From left: Ian H. McBeth, Paul Clyde Hudson and Rick A. DeMorgan Jr. were identified by Coulson Aviation as the three firefighters killed Thursday, Jan. 23, 2020 in a C-130 crash while fighting wildfires in Australia. All three men had military ties.


By SETH ROBSON | STARS AND STRIPES Published: January 23, 2020

Three military veteran firefighters were killed when a C-130 Hercules air tanker crashed while battling bushfires Thursday in Australia, according to the plane’s owner and operator.

The names and other details about the three fallen firefighters were in a statement released by Coulson Aviation, of Port Alberni, British Columbia, Canada, on its website Thursday.

The company confirmed that Capt. Ian McBeth, First Officer Paul Clyde Hudson and Flight Engineer Rick DeMorgan Jr. died in the crash, the cause of which remains unclear.

DeMorgan Jr. served in the Air Force and had 18 years’ experience as a flight engineer on the C-130, serving 2,000 hours in combat.

“Rick lived in Navarre, Fla., and is survived by his two children Lucas and Logan, his parents Rick Sr, Linda, and his sister Virginia,” the company said in its statement. “Rick had over 4,000 hours as a Flight Engineer with nearly 2,000 hours in a combat environment. Rick’s passion was always flying and his children.”

McBeth lived in Great Falls, Mont., and is survived by his wife.

“Ian served with the Wyoming Air National Guard and was still a member of the Montana Air National Guard. He has spent his entire career flying C-130’s and was a qualified Instructor and Evaluator pilot. Ian earned his Initial Attack qualification for Coulson in 2018,” the company said in its statement.

Hudson, of Buckeye, Ariz., retired from the Marine Corps as a highly decorated lieutenant colonel.

“Paul graduated from the Naval Academy in 1999 and spent the next twenty years serving in the United States Marine Corp in a number of positions including C-130 pilot,” the company said in its statement.

US Ambassador to Australia Arthur Culvahouse said, in a statement Thursday, that he was “deeply saddened” by the tragic news.

“The brave Americans who died near Snowy Monaro died helping Australia in its time of need,” he said in the statement.
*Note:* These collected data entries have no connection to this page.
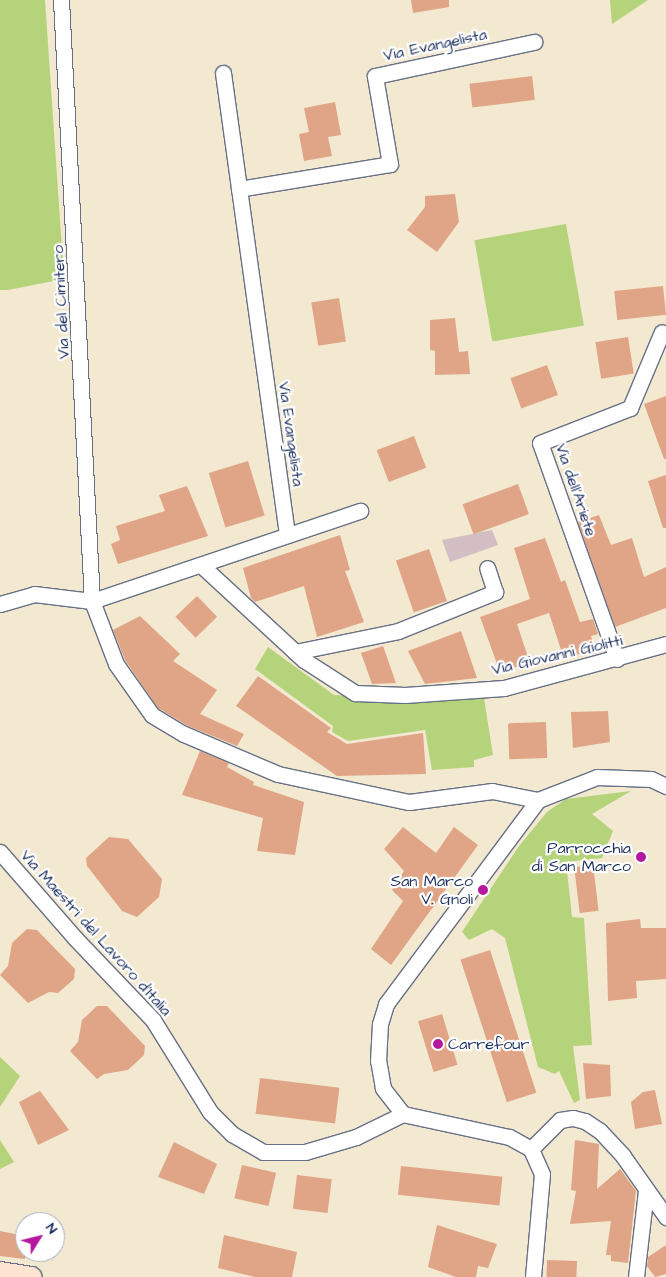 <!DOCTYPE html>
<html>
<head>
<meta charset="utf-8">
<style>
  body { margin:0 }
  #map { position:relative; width:666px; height:1277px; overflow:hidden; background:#f3e8d0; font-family:"Architects Daughter",sans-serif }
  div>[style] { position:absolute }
  .industrial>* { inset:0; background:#d2bec3 }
  .green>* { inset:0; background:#b5d37a; transform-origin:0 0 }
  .building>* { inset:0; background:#e0a586; transform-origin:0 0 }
  .roads { filter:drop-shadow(1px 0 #677086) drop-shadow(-1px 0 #677086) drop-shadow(0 1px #677086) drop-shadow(0 -1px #677086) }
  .street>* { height:15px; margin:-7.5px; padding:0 7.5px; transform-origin:7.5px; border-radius:7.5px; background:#fff }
  .secondary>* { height:20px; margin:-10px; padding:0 10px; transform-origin:10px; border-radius:10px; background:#fde4d1 }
  .dots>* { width:14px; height:14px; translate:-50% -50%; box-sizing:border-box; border:2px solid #fff; border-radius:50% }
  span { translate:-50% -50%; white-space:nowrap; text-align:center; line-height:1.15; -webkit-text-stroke:4.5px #fff; paint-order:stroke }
  .street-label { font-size:16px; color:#1b2f5e }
  .poi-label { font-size:16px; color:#1b2f5e }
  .right { translate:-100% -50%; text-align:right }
  .left { translate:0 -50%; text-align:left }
  .north { position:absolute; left:15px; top:1212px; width:50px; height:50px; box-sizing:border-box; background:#fff; border:1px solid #a4acbf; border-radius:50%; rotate:54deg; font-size:14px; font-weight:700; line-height:20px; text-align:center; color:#1b2f5e }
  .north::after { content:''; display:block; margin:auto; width:18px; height:22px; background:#b5179e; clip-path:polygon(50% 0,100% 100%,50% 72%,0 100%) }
</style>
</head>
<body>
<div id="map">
  <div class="industrial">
    <div style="clip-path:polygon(492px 530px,498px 545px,450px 562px,442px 540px)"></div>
  </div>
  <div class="green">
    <div style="clip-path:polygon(0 0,45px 0,64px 279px,8px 290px,0 290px)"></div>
    <div style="clip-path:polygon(610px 0,648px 0,612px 24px)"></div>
    <div style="left:566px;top:224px;width:103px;height:93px;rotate:80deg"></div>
    <div style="clip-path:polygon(268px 647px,334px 695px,484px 698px,493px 755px,474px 760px,474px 767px,432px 770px,425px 730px,348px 741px,332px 732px,333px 726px,255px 669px)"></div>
    <div style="clip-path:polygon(631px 791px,592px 814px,613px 831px,602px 858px,566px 862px,572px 917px,584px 918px,592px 1045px,573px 1046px,580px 1100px,574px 1103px,559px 1071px,555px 1074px,538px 1067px,505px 938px,492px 929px,469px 940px,462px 932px,519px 846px,547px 812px,566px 799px)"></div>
    <div style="clip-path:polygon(0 1057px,20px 1076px,0 1107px)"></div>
    <div style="clip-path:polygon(0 1140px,14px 1162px,0 1169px)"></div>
  </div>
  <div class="building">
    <div style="clip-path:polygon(411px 0,449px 0,449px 7px,413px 13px)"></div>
    <div style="left:532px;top:76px;width:24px;height:63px;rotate:83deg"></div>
    <div style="clip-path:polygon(335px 102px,341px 135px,328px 137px,332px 156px,304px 161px,299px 134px,309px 132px,304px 108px)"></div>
    <div style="clip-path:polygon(455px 194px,459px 222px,437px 252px,407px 230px,425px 207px,425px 196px)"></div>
    <div style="left:663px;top:286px;width:29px;height:49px;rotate:84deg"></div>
    <div style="left:339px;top:298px;width:44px;height:28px;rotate:81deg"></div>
    <div style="clip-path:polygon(455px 318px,459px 352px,468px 351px,470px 374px,435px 375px,435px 351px,430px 350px,430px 320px)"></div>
    <div style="left:628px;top:337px;width:37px;height:33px;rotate:81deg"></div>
    <div style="left:547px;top:365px;width:32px;height:39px;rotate:70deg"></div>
    <div style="clip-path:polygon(666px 396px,666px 459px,664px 459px,644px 404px)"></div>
    <div style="left:414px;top:436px;width:34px;height:40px;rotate:69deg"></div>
    <div style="left:248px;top:461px;width:57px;height:41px;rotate:73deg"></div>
    <div style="clip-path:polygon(666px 475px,666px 528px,663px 528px,648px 481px)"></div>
    <div style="left:518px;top:484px;width:32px;height:59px;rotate:70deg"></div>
    <div style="clip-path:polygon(187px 486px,208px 536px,118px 564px,111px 544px,120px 540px,116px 526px,165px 511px,159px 495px)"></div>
    <div style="clip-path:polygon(599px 515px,611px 545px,632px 538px,644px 577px,666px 567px,666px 608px,615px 627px,578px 522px)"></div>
    <div style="clip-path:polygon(340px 535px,350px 570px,345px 571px,364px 622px,317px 637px,304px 586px,255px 602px,251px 598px,243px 568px)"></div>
    <div style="clip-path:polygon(545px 538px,561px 582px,565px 580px,580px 622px,593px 619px,598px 634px,591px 636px,595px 649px,564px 659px,549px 613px,517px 624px,530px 663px,500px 672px,480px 617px,530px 599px,514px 548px)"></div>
    <div style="left:429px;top:549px;width:55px;height:35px;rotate:71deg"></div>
    <div style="left:197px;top:596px;width:29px;height:30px;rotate:46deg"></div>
    <div style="clip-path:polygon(140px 616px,180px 654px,173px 661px,217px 690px,200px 714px,244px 734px,237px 746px,188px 726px,158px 708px,125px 660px,113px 630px)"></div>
    <div style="clip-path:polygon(461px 631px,477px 678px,425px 684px,408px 651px)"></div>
    <div style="clip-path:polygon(383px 646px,396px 683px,372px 684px,361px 653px)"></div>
    <div style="clip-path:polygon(258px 676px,331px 728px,327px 732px,347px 744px,423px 733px,426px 774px,337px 776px,236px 706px)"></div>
    <div style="clip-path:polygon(608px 711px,610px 742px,573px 748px,571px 712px)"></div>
    <div style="left:546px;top:722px;width:36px;height:38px;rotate:88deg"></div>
    <div style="clip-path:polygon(200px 751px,229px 763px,227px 767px,254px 782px,253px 785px,304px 802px,295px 855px,257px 851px,263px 818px,182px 795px)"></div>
    <div style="clip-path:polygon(403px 827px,436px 853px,454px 827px,478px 845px,391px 965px,371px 949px,403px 901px,392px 890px,404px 871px,384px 849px)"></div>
    <div style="clip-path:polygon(109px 837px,128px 839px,162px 879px,159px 897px,137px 917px,122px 911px,87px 866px,86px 858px)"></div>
    <div style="left:593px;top:865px;width:46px;height:19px;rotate:83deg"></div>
    <div style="clip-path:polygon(640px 919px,641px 928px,666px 928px,666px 979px,636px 981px,637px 998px,608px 1001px,606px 923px)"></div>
    <div style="clip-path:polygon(27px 929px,37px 930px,75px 969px,74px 979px,58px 993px,49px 992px,28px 1003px,0 975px,8px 966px,12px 943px)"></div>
    <div style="left:490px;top:950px;width:150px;height:31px;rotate:72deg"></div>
    <div style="clip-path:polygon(97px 1006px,107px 1006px,145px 1046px,144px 1055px,128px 1070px,104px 1074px,97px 1079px,70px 1051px,78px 1042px,82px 1020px)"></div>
    <div style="left:442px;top:1014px;width:53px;height:25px;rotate:73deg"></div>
    <div style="clip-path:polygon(583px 1063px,610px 1065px,611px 1096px,586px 1099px)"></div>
    <div style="left:260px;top:1078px;width:80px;height:36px;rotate:7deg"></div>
    <div style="clip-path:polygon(655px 1090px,662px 1124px,635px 1129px,631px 1102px,643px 1092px)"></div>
    <div style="clip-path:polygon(40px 1091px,69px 1130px,38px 1145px,19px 1102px)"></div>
    <div style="clip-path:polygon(575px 1140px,599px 1144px,597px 1189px,620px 1169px,636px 1191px,628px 1263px,611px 1261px,611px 1255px,606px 1255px,611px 1221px,570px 1224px,576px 1191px,571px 1190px)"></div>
    <div style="clip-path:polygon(174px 1142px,217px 1164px,204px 1194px,158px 1177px)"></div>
    <div style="left:242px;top:1165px;width:35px;height:34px;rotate:13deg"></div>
    <div style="left:401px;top:1166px;width:102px;height:29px;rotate:6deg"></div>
    <div style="left:297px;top:1175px;width:35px;height:34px;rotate:7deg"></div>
    <div style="clip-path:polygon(437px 1225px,497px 1244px,488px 1268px,478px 1266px,476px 1277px,456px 1277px,428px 1267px)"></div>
    <div style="clip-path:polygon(0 1231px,25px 1236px,25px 1259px,0 1256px)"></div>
    <div style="clip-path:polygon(224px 1235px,297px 1252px,292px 1277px,255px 1277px,218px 1268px)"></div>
    <div style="clip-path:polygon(666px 1245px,666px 1274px,655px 1277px,647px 1266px,648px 1257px)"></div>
    <div style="left:547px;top:1260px;width:30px;height:17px;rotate:2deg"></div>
  </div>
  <div class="roads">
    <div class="street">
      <div style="left:61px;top:0;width:602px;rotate:87.05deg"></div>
      <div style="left:92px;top:601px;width:67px;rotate:69.1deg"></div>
      <div style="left:116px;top:664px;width:62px;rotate:54.8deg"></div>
      <div style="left:152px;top:715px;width:37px;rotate:31deg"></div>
      <div style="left:184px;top:734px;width:102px;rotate:23.1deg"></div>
      <div style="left:278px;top:774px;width:134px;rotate:12.1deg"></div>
      <div style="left:409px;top:802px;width:84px;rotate:-7.5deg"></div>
      <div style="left:492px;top:791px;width:47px;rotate:11.1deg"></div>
      <div style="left:223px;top:73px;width:466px;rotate:82.1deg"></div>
      <div style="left:239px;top:189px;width:153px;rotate:-9.4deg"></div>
      <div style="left:390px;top:164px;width:89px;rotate:-99.7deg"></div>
      <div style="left:375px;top:76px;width:163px;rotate:-12.1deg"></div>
      <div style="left:201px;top:565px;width:140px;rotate:42.7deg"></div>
      <div style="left:304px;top:660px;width:61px;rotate:32.9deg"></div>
      <div style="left:355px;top:693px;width:50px;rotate:2.3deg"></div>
      <div style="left:405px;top:695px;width:99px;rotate:-4deg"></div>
      <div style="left:504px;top:688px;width:168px;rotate:-15.2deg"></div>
      <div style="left:0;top:604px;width:35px;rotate:-16deg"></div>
      <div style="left:34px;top:594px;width:58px;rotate:6.9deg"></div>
      <div style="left:92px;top:601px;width:283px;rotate:-18.6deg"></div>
      <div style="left:295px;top:652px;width:105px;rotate:-11.5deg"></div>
      <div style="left:398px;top:631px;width:105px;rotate:-21.9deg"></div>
      <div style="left:495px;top:592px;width:25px;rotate:-108deg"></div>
      <div style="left:617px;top:659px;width:229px;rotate:-109.6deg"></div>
      <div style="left:540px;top:443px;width:97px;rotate:-21.3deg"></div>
      <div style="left:630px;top:408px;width:82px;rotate:-67.2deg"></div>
      <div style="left:0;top:852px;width:114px;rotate:48.9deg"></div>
      <div style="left:75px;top:938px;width:113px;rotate:46.4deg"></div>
      <div style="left:153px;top:1020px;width:108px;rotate:58.2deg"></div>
      <div style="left:210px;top:1112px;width:31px;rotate:45deg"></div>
      <div style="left:232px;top:1134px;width:36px;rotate:30deg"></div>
      <div style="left:263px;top:1152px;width:42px"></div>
      <div style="left:305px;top:1152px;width:53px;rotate:-16.4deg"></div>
      <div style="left:356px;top:1137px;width:52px;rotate:-26.1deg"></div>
      <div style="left:531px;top:1149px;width:41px;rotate:-45deg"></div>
      <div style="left:560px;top:1120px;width:13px;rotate:-9deg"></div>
      <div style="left:573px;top:1118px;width:12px;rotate:14deg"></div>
      <div style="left:585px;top:1121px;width:18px;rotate:34deg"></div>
      <div style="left:600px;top:1131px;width:34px;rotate:47deg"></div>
      <div style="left:623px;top:1156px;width:75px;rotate:54.8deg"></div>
      <div style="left:533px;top:1277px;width:103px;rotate:-85deg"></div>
      <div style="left:542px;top:1174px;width:27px;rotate:-114deg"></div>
      <div style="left:531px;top:1149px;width:25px;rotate:-151deg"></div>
      <div style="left:509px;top:1137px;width:108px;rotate:-167.8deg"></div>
      <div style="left:403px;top:1114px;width:33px;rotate:-128deg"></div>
      <div style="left:383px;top:1088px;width:27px;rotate:-100deg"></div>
      <div style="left:378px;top:1061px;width:37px;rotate:-87deg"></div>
      <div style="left:380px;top:1024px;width:21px;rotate:-73deg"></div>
      <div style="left:386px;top:1004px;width:254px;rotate:-53.3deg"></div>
      <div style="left:538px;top:800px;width:63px;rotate:-21.3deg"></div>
      <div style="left:597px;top:777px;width:54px;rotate:2.1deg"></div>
      <div style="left:651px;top:779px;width:17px;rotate:25deg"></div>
      <div style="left:636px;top:1277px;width:88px;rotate:-83.4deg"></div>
    </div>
    <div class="secondary">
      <div style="left:0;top:1272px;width:32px;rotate:9deg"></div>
    </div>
  </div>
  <div class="dots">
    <div style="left:641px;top:857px;background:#b5179e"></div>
    <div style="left:483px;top:890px;background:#b5179e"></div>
    <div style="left:438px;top:1044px;background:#b5179e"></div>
  </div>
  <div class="street-label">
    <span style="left:435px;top:45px;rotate:-12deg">Via Evangelista</span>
    <span style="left:61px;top:302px;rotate:-93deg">Via del Cimitero</span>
    <span style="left:291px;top:434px;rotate:82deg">Via Evangelista</span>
    <span style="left:576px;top:490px;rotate:71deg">Via dell'Ariete</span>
    <span style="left:557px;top:655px;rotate:-13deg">Via Giovanni Giolitti</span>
    <span style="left:96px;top:933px;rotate:48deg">Via Maestri del Lavoro d'Italia</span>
  </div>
  <div class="poi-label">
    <span class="right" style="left:631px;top:857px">Parrocchia<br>di San Marco</span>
    <span class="right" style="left:473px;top:890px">San Marco<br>V. Gnoli</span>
    <span class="left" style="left:448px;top:1044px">Carrefour</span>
  </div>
  <div class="north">N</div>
</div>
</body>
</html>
The three had been battling bushfires in the Snowy Monaro region of the state of New South Wales when their plane lost contact with ground crews around 1:45 p.m. on Thursday, The Australian newspaper reported Friday.

The plane crash resulted in a massive fireball, with emergency services only finding the tail of the aircraft still intact, the newspaper reported.
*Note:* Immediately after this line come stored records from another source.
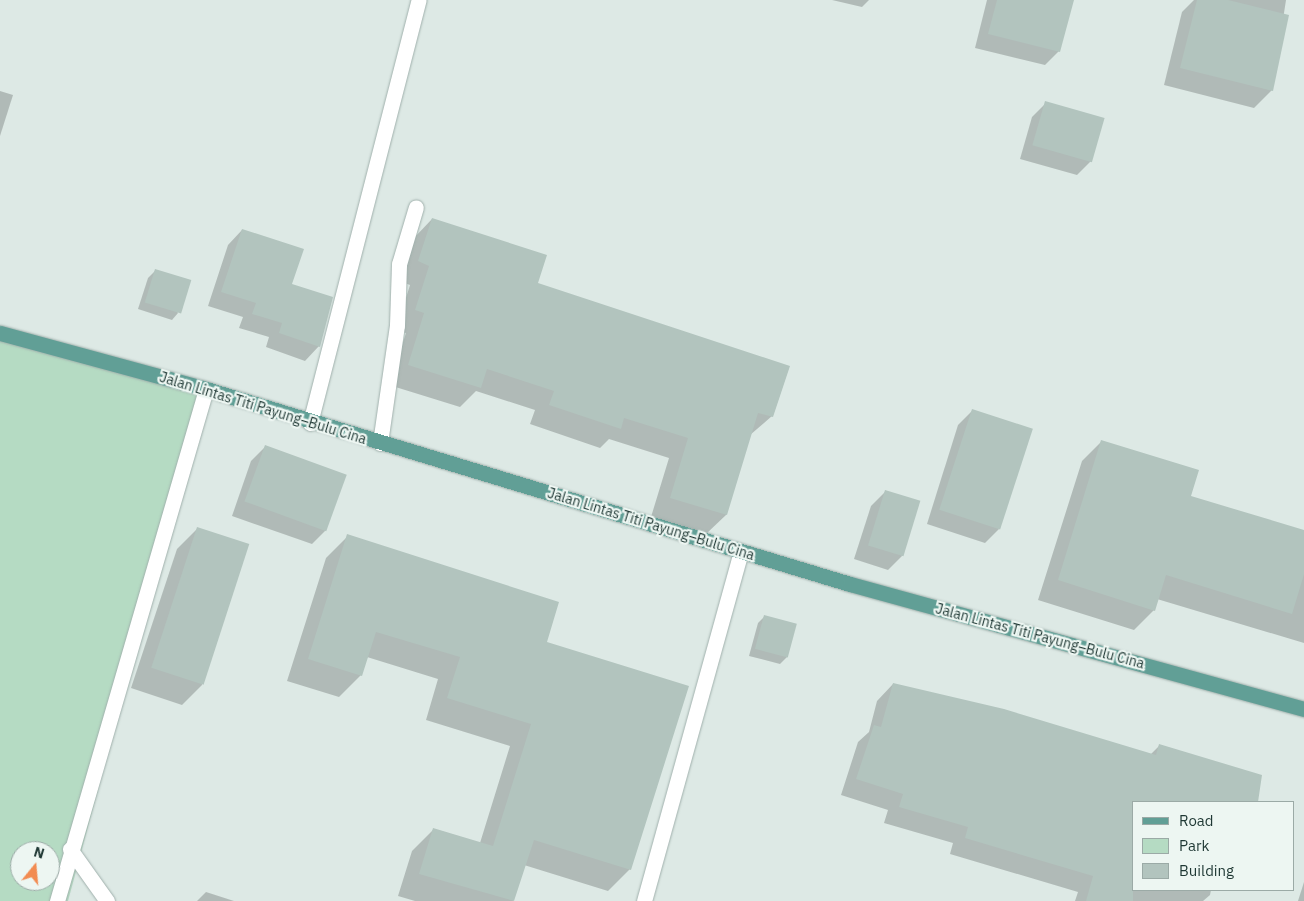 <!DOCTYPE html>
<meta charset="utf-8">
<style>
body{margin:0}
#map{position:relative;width:1304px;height:901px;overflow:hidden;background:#dde9e5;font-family:"IBM Plex Sans",sans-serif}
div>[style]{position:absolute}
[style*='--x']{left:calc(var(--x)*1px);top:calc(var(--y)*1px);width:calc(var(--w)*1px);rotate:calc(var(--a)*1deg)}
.green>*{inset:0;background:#b5dbc3}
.shadow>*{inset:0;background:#0003}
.building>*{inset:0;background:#b2c4be;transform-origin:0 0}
.roads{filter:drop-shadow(0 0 1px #a0b0ac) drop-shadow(0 0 1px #a0b0ac)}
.lane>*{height:15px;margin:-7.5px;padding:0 7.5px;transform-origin:7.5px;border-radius:7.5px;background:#fff}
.street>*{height:15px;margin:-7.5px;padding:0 7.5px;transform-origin:7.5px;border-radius:7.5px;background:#fff}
.primary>*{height:15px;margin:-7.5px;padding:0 7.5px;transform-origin:7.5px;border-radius:7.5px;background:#619f96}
span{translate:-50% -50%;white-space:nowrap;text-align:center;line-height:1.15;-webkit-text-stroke:4.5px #edf6f2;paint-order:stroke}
.street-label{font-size:14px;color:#1f3834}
.legend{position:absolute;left:1132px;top:801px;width:162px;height:90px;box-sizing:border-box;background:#edf6f2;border:1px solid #9baaa6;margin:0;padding:6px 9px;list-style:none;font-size:15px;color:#1f3834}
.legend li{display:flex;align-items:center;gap:10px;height:25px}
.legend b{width:25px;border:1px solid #9baaa6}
.north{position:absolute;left:10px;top:841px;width:50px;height:50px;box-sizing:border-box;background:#edf6f2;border:1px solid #9baaa6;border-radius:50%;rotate:17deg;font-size:14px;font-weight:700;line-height:20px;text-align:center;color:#1f3834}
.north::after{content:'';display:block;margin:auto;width:18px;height:22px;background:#f28b51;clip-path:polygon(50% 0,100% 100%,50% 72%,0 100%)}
</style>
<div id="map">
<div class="green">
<i style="clip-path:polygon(evenodd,0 333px,206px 389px,68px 901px,0 901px,0 333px,20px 851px,50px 851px,50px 881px,20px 881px,20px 851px)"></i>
</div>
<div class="shadow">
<i style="clip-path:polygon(832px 0,869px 0,862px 7px)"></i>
<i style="clip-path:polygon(987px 0,1073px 0,1059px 51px,1045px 65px,975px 48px)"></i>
<i style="clip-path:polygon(1194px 0,1286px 0,1272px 90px,1254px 108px,1164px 85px,1182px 12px)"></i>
<i style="clip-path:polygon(0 91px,13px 95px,0 136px)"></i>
<i style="clip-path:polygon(1046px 103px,1091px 161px,1077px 175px,1020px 159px,1032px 117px)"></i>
<i style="clip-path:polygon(432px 219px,536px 284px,772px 416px,750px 435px,726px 515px,706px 534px,651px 517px,669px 458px,609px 439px,600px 448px,530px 424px,535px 410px,476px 391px,460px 407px,389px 385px,406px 333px,396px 330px,410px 285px,399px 281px,413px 239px)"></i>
<i style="clip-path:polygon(242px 230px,291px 285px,319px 346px,305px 361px,266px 347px,269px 337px,239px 328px,243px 317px,208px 306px,228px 245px)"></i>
<i style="clip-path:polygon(155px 271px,178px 313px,172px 320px,138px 309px,148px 278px)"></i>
<i style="clip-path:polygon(972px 411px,999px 529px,985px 543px,927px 524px,958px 425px)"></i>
<i style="clip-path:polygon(1102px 441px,1190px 497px,1304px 532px,1304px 643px,1157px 599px,1154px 610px,1134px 630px,1038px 600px,1082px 461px)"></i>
<i style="clip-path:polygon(265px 447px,326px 530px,312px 544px,232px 516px,251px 461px)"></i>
<i style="clip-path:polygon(885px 492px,902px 556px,888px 570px,854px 559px,871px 506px)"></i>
<i style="clip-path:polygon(197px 529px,202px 685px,182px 705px,131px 688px,177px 549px)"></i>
<i style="clip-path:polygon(348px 536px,545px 643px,630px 869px,608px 891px,524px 865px,513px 901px,415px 901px,398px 896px,412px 851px,434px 829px,480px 843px,510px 746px,426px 720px,438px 679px,367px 657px,361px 675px,339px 697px,287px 681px,326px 558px)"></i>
<i style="clip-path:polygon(765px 616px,787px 657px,780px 664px,749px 656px,758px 623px)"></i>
<i style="clip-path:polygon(893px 684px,1150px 755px,1160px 745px,1247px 772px,1238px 802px,1133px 802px,1133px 890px,1211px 890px,1210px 895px,1203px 901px,1075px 901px,1078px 892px,950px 854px,953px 843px,884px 823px,888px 810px,841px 795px,858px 742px,869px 732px,877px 701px)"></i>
<i style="clip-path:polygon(1304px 882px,1304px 901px,1298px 901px)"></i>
<i style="clip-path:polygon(206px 892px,234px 901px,197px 901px)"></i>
</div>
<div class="building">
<i style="clip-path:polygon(997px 0,1074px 0,1060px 52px,988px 34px)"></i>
<i style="clip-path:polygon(1197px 0,1228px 0,1289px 15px,1273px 91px,1180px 68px)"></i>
<i style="left:1045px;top:101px;width:62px;height:46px;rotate:16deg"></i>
<i style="clip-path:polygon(432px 218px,547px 255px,538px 283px,790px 366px,773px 417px,758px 413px,727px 515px,670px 498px,688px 438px,624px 418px,621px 429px,549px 405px,554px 391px,487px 369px,481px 388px,408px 365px,424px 313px,415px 310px,429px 266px,418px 261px)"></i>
<i style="clip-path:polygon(242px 229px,304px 249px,292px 284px,333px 297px,320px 347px,279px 333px,282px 323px,252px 314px,256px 303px,221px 292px)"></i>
<i style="left:155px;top:269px;width:38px;height:35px;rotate:17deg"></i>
<i style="left:972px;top:409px;width:64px;height:106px;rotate:18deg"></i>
<i style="clip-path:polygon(1101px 440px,1199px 470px,1191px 496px,1304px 530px,1304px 574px,1292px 614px,1166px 575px,1155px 611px,1058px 580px)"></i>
<i style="left:265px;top:445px;width:87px;height:60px;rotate:20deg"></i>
<i style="left:885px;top:490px;width:37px;height:58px;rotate:17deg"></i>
<i style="left:197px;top:527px;width:55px;height:148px;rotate:18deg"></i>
<i style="clip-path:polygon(347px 534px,559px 602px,547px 642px,689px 686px,631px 870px,534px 840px,514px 901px,419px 874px,433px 828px,493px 846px,531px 724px,447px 698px,460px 657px,376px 632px,362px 676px,308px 659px)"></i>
<i style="left:764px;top:615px;width:34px;height:35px;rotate:15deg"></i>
<i style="clip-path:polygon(893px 683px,1004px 709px,1156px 755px,1159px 744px,1262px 775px,1258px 802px,1133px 802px,1133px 901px,1086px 901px,1093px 876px,965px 838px,968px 827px,899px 807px,903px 794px,856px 779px,874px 725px,881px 727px)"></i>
</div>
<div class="roads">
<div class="lane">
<i style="--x:644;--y:901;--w:363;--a:-74.5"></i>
</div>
<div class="street">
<i style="--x:310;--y:423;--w:437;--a:-75.6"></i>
<i style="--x:380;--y:443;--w:119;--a:-81.8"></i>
<i style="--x:397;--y:325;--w:61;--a:-88.1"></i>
<i style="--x:399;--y:264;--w:59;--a:-73.4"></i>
<i style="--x:70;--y:849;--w:64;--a:54.6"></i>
<i style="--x:57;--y:901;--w:533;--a:-73.77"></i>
</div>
<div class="primary">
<i style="--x:0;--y:333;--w:213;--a:15.2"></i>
<i style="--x:206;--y:389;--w:673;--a:16.85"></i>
<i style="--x:850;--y:584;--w:471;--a:15.4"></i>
</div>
</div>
<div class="street-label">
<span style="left:263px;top:408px;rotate:17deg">Jalan Lintas Titi Payung–Bulu Cina</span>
<span style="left:651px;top:524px;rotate:17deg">Jalan Lintas Titi Payung–Bulu Cina</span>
<span style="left:1040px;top:636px;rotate:15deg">Jalan Lintas Titi Payung–Bulu Cina</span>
</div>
<ul class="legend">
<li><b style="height:6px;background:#619f96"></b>Road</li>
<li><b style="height:14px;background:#b5dbc3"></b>Park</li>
<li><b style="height:14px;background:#b2c4be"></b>Building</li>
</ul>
<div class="north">N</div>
</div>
“Our deepest condolences are with the family and friends of our fallen heroes,’’ Coulson Aviation said in its statement. “We are incredibly moved by the outpouring of support from those in Australia and around the world. Our deepest condolences are with the family and friends of our fallen heroes.’’

Earlier this month the Forest Service said 159 U.S. personnel, including 87 from the Forest Service, were helping battle bushfires in the Australian states of New South Wales and Victoria that have destroyed millions of acres of forest and claimed at 25 lives.